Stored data
※

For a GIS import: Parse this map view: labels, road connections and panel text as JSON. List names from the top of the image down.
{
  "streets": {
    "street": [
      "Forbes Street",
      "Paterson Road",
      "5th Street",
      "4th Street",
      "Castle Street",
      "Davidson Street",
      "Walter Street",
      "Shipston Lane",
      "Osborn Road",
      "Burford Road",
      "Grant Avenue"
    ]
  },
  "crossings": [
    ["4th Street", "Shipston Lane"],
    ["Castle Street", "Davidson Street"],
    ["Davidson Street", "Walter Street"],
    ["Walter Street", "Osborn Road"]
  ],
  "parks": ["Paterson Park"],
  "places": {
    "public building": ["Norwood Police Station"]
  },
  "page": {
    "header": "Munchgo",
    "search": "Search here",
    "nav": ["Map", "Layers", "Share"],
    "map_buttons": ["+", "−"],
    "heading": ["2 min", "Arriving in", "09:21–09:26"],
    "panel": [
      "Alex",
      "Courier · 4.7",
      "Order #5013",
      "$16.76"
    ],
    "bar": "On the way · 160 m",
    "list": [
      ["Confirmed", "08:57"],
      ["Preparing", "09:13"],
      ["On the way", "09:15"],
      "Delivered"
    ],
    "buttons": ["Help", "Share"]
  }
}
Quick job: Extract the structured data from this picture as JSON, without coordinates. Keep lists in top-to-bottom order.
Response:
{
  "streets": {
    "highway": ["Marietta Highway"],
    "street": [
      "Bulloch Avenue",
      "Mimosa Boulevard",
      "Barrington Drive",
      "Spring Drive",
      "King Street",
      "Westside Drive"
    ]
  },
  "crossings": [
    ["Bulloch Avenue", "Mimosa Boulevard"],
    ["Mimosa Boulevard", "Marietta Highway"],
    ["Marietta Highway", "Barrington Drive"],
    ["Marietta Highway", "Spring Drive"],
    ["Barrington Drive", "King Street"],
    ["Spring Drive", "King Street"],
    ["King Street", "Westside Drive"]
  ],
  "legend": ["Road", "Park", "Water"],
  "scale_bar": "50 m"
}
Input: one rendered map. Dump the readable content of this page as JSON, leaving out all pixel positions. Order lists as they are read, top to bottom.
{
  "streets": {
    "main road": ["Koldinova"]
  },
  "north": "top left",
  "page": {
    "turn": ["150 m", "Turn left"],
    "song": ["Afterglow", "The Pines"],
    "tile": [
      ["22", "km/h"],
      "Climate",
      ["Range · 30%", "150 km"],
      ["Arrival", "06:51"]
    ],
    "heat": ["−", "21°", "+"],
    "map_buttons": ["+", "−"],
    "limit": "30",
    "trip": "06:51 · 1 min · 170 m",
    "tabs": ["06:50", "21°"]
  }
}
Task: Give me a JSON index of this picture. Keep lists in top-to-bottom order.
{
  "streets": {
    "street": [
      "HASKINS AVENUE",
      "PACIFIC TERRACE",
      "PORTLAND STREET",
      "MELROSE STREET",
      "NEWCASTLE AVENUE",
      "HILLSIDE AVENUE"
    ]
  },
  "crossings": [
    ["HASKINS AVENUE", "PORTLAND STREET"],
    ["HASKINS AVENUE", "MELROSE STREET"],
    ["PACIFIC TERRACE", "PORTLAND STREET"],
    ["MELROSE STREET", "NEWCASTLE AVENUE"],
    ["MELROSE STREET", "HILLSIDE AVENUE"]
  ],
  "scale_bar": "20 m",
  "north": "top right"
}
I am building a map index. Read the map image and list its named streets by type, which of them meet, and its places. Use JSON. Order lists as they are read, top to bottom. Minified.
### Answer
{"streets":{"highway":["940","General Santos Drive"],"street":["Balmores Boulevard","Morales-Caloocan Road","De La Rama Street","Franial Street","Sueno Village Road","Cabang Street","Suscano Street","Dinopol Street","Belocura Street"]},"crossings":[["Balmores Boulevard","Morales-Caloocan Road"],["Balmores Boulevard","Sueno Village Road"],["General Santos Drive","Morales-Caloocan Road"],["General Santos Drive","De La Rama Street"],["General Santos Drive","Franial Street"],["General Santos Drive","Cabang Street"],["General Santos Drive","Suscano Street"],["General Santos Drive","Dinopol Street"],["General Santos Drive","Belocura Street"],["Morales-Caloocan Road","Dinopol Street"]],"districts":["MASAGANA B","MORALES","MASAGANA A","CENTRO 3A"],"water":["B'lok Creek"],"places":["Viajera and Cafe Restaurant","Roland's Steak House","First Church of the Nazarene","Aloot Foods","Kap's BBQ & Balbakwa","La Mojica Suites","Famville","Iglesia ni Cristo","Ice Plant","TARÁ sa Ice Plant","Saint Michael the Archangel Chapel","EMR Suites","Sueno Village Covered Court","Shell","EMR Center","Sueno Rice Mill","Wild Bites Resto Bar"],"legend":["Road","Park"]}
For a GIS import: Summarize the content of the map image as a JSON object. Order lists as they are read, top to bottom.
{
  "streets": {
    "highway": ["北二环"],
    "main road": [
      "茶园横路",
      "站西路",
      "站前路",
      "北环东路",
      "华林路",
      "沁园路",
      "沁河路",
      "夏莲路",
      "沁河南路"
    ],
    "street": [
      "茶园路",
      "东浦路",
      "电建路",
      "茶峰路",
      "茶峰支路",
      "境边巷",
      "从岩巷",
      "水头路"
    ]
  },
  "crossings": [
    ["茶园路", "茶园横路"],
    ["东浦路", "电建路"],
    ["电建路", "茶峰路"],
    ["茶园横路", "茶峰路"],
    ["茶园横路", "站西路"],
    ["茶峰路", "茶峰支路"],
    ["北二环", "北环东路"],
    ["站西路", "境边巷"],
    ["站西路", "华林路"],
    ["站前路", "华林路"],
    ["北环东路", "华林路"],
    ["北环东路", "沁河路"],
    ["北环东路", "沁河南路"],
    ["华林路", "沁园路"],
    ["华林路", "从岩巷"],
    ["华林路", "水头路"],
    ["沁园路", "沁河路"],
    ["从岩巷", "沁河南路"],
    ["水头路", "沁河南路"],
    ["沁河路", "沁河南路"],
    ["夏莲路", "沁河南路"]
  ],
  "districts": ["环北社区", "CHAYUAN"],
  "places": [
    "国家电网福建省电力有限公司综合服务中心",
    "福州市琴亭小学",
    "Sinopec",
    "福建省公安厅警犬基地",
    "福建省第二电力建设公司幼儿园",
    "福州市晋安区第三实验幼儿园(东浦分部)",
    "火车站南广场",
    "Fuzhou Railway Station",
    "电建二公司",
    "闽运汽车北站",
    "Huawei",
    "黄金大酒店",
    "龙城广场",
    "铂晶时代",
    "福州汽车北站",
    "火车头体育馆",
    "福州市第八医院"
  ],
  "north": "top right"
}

※

- _Work to complete_: Lines holding "this": please count them in the data above and reply with the number alone.

- _Answer box_: 4